Dataset entries >>
##########

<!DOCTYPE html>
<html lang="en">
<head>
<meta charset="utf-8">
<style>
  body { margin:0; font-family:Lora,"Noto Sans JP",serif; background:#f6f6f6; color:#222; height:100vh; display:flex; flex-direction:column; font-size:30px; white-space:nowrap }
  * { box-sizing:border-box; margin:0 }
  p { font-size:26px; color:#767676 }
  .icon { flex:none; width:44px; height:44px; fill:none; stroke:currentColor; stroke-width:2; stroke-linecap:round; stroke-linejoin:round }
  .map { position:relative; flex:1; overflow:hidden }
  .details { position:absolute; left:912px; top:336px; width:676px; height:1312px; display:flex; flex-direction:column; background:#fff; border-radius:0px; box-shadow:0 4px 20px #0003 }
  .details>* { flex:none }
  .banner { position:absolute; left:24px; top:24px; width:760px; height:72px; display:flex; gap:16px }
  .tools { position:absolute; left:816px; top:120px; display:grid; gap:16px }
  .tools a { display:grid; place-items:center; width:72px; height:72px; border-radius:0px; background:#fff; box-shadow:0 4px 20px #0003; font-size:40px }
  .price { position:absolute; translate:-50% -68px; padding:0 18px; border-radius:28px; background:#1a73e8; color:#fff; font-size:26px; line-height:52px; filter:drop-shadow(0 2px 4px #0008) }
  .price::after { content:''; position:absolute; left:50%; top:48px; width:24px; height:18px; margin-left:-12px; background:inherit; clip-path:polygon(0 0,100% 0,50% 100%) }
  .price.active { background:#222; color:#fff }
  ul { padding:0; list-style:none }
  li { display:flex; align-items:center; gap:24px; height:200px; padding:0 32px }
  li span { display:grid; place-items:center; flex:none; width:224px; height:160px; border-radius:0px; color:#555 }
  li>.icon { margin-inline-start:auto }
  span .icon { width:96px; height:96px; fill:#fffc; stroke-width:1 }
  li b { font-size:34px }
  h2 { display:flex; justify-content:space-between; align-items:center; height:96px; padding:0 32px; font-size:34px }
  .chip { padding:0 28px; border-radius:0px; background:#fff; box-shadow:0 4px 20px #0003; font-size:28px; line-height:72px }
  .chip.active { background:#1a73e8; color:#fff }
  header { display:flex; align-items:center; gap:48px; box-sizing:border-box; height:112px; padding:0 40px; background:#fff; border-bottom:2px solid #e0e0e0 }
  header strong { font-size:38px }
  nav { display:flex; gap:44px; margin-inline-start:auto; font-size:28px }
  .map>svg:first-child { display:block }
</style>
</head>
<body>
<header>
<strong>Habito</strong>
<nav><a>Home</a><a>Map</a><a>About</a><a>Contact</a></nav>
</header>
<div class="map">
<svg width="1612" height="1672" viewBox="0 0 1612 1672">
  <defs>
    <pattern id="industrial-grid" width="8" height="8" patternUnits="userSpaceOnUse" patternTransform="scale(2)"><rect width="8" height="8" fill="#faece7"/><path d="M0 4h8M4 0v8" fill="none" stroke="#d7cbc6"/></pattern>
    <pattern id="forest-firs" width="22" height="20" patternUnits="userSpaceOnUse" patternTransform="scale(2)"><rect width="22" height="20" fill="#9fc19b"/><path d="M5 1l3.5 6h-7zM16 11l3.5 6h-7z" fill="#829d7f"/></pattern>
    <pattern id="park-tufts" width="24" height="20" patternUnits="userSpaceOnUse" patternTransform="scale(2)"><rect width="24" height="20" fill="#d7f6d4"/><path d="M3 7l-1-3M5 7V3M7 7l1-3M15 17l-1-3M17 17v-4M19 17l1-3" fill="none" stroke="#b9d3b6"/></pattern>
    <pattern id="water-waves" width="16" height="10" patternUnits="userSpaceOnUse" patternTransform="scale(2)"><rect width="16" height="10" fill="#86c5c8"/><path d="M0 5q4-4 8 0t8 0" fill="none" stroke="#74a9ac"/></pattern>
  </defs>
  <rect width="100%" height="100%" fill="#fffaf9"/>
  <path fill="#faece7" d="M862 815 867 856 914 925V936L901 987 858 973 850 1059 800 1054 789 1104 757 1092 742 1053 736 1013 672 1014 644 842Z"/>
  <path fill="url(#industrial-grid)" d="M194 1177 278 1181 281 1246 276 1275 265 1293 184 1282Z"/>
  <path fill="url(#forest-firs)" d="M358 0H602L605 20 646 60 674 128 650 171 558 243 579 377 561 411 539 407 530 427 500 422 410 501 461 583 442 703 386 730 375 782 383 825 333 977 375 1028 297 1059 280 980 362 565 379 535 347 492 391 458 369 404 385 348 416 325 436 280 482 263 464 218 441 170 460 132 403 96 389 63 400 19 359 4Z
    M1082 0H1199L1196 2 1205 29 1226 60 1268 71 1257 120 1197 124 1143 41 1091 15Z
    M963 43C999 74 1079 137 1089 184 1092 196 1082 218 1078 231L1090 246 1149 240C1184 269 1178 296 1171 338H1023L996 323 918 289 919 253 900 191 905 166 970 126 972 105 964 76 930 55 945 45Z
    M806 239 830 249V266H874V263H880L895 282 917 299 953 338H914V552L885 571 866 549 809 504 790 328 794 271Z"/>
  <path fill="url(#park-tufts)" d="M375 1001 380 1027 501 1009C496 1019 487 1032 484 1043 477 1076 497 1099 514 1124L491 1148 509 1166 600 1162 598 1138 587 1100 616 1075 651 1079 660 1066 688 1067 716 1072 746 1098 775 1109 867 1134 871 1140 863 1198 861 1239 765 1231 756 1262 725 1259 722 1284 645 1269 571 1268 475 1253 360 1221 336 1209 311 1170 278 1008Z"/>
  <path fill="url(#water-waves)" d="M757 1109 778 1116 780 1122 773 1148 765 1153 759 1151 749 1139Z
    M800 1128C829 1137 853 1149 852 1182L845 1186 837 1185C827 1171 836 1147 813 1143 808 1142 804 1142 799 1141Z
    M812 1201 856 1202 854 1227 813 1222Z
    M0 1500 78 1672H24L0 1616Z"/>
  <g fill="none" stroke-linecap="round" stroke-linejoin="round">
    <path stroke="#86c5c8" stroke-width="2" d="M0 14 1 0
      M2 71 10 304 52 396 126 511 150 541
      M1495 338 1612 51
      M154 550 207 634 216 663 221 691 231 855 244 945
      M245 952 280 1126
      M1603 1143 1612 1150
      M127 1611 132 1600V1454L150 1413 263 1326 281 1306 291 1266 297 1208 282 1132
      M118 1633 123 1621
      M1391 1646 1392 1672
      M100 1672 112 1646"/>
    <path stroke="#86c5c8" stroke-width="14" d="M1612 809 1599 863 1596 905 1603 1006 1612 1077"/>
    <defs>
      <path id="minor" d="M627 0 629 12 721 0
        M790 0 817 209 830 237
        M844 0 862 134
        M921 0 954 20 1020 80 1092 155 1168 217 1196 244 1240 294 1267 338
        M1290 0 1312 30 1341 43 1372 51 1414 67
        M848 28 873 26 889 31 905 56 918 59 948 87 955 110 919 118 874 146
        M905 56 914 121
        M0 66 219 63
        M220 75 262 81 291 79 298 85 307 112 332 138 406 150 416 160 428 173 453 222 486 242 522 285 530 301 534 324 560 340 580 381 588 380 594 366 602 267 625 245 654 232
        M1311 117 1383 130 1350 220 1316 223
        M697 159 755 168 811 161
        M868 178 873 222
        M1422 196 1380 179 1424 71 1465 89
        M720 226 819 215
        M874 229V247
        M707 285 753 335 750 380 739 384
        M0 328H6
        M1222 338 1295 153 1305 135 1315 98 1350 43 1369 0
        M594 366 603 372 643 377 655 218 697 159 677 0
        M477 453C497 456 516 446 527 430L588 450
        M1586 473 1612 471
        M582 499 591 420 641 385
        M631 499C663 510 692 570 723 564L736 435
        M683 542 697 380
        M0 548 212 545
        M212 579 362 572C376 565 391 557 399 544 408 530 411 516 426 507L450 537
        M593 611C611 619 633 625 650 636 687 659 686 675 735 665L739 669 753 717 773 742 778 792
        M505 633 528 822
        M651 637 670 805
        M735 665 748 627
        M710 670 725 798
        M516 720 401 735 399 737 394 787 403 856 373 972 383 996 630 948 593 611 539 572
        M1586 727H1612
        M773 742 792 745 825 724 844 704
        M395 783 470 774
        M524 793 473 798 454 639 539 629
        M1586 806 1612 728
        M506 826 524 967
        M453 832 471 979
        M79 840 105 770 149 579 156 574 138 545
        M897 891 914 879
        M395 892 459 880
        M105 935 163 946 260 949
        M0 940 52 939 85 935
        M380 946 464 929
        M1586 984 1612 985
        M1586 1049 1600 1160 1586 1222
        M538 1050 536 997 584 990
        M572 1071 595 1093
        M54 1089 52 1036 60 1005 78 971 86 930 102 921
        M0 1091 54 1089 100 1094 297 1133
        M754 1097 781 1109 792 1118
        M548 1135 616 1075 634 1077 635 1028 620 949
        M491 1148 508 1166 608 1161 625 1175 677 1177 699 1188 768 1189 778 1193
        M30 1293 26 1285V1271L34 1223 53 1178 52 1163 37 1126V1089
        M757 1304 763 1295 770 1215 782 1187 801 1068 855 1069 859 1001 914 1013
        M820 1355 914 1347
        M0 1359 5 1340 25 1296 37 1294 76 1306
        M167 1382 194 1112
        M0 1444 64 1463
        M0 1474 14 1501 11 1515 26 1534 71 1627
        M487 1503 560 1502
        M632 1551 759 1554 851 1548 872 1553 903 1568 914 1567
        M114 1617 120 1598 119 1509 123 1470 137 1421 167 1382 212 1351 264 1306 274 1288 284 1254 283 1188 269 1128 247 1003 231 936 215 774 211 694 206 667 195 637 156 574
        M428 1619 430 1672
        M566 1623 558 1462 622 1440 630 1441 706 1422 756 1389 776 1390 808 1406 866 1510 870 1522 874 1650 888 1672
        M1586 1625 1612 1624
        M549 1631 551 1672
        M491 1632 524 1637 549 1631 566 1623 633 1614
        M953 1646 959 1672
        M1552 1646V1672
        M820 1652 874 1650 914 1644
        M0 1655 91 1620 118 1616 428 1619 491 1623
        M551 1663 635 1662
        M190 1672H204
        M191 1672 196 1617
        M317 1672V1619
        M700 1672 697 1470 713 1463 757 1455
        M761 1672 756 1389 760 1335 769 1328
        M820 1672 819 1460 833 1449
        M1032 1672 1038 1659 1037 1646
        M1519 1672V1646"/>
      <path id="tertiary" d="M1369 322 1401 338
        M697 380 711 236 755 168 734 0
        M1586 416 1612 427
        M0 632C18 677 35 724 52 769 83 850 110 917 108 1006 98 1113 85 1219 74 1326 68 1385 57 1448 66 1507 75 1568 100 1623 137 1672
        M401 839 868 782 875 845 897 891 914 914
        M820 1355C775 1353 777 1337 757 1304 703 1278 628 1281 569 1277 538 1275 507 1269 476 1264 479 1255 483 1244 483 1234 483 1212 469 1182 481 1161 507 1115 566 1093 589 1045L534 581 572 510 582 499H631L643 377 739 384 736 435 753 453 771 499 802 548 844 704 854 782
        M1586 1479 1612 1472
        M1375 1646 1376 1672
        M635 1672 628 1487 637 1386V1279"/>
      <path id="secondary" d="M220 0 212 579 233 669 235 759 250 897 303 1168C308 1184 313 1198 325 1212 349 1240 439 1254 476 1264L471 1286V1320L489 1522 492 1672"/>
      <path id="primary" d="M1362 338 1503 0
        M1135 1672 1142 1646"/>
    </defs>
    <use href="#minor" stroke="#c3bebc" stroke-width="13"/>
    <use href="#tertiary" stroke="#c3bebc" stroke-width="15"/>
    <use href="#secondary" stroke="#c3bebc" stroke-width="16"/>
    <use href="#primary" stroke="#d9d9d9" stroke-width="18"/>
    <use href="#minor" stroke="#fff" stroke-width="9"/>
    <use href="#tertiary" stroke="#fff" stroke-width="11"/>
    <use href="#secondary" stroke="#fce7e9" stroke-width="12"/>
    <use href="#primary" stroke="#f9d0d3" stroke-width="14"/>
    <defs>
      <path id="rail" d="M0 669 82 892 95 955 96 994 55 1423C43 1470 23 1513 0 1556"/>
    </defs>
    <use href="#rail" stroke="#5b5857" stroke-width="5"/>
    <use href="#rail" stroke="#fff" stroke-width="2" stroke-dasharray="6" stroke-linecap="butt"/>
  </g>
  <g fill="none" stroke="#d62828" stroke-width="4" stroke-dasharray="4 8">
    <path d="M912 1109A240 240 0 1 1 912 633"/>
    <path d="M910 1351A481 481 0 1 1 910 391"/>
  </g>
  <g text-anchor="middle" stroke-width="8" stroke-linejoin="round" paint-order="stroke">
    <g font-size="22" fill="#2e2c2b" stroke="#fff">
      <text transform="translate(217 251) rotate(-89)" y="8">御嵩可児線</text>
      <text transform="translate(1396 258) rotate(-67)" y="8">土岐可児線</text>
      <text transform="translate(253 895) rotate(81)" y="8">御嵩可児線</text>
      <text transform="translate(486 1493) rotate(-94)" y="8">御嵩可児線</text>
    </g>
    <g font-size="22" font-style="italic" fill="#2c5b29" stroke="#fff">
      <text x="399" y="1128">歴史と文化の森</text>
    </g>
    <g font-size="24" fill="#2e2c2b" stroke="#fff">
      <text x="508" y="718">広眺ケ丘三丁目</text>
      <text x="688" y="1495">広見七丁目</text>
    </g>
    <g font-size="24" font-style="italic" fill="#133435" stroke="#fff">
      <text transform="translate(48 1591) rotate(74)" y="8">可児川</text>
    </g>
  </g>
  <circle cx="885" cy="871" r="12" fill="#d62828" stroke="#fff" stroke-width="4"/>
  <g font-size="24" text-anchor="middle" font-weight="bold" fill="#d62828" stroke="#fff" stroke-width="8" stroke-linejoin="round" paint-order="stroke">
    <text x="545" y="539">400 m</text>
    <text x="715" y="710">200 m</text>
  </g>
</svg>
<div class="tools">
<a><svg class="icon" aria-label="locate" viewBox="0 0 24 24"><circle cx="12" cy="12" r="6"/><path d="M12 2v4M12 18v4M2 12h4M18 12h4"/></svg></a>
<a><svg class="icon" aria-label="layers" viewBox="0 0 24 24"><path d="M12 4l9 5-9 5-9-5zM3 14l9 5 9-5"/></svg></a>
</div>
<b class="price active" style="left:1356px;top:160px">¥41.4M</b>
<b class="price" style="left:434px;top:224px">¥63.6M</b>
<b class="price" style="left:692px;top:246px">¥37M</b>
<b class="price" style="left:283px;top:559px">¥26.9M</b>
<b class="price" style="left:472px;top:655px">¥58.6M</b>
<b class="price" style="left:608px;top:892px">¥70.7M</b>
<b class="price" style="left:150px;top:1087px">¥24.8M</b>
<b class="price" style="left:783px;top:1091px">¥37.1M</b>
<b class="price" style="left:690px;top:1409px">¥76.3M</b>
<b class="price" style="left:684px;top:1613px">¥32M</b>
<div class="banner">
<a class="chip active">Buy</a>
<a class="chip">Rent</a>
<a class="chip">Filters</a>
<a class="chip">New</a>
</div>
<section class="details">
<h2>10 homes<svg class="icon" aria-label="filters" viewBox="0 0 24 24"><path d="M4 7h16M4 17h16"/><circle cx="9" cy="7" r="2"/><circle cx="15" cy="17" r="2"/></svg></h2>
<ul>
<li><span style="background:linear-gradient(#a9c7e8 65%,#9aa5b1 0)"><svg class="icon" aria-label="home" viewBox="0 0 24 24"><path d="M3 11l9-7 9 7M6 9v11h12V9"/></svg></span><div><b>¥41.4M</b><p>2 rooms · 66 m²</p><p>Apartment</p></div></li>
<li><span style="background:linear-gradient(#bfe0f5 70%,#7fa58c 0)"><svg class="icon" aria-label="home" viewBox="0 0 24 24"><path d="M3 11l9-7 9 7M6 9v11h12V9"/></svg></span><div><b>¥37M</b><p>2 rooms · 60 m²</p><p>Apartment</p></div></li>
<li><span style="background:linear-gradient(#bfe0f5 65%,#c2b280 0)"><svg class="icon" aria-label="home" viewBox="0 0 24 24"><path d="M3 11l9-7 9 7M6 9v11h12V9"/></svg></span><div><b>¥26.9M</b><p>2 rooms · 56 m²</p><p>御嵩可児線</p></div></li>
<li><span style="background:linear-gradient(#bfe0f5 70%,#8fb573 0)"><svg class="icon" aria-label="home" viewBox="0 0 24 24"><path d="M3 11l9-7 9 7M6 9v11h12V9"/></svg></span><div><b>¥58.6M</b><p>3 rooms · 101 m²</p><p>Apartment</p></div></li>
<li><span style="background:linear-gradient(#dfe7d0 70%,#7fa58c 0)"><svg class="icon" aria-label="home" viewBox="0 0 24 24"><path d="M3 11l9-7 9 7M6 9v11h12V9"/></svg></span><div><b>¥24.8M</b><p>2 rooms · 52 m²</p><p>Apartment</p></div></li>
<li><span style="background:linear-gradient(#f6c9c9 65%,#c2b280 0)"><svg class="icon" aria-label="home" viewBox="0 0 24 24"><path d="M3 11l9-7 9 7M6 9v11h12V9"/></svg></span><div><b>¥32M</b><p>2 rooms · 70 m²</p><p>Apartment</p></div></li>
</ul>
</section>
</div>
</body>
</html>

##########

TASK OBJECTIVE >> Would you copy out every line in the records that includes the string "chip"?

WRITTEN SOLUTION >>
  .chip { padding:0 28px; border-radius:0px; background:#fff; box-shadow:0 4px 20px #0003; font-size:28px; line-height:72px }
  .chip.active { background:#1a73e8; color:#fff }
<a class="chip active">Buy</a>
<a class="chip">Rent</a>
<a class="chip">Filters</a>
<a class="chip">New</a>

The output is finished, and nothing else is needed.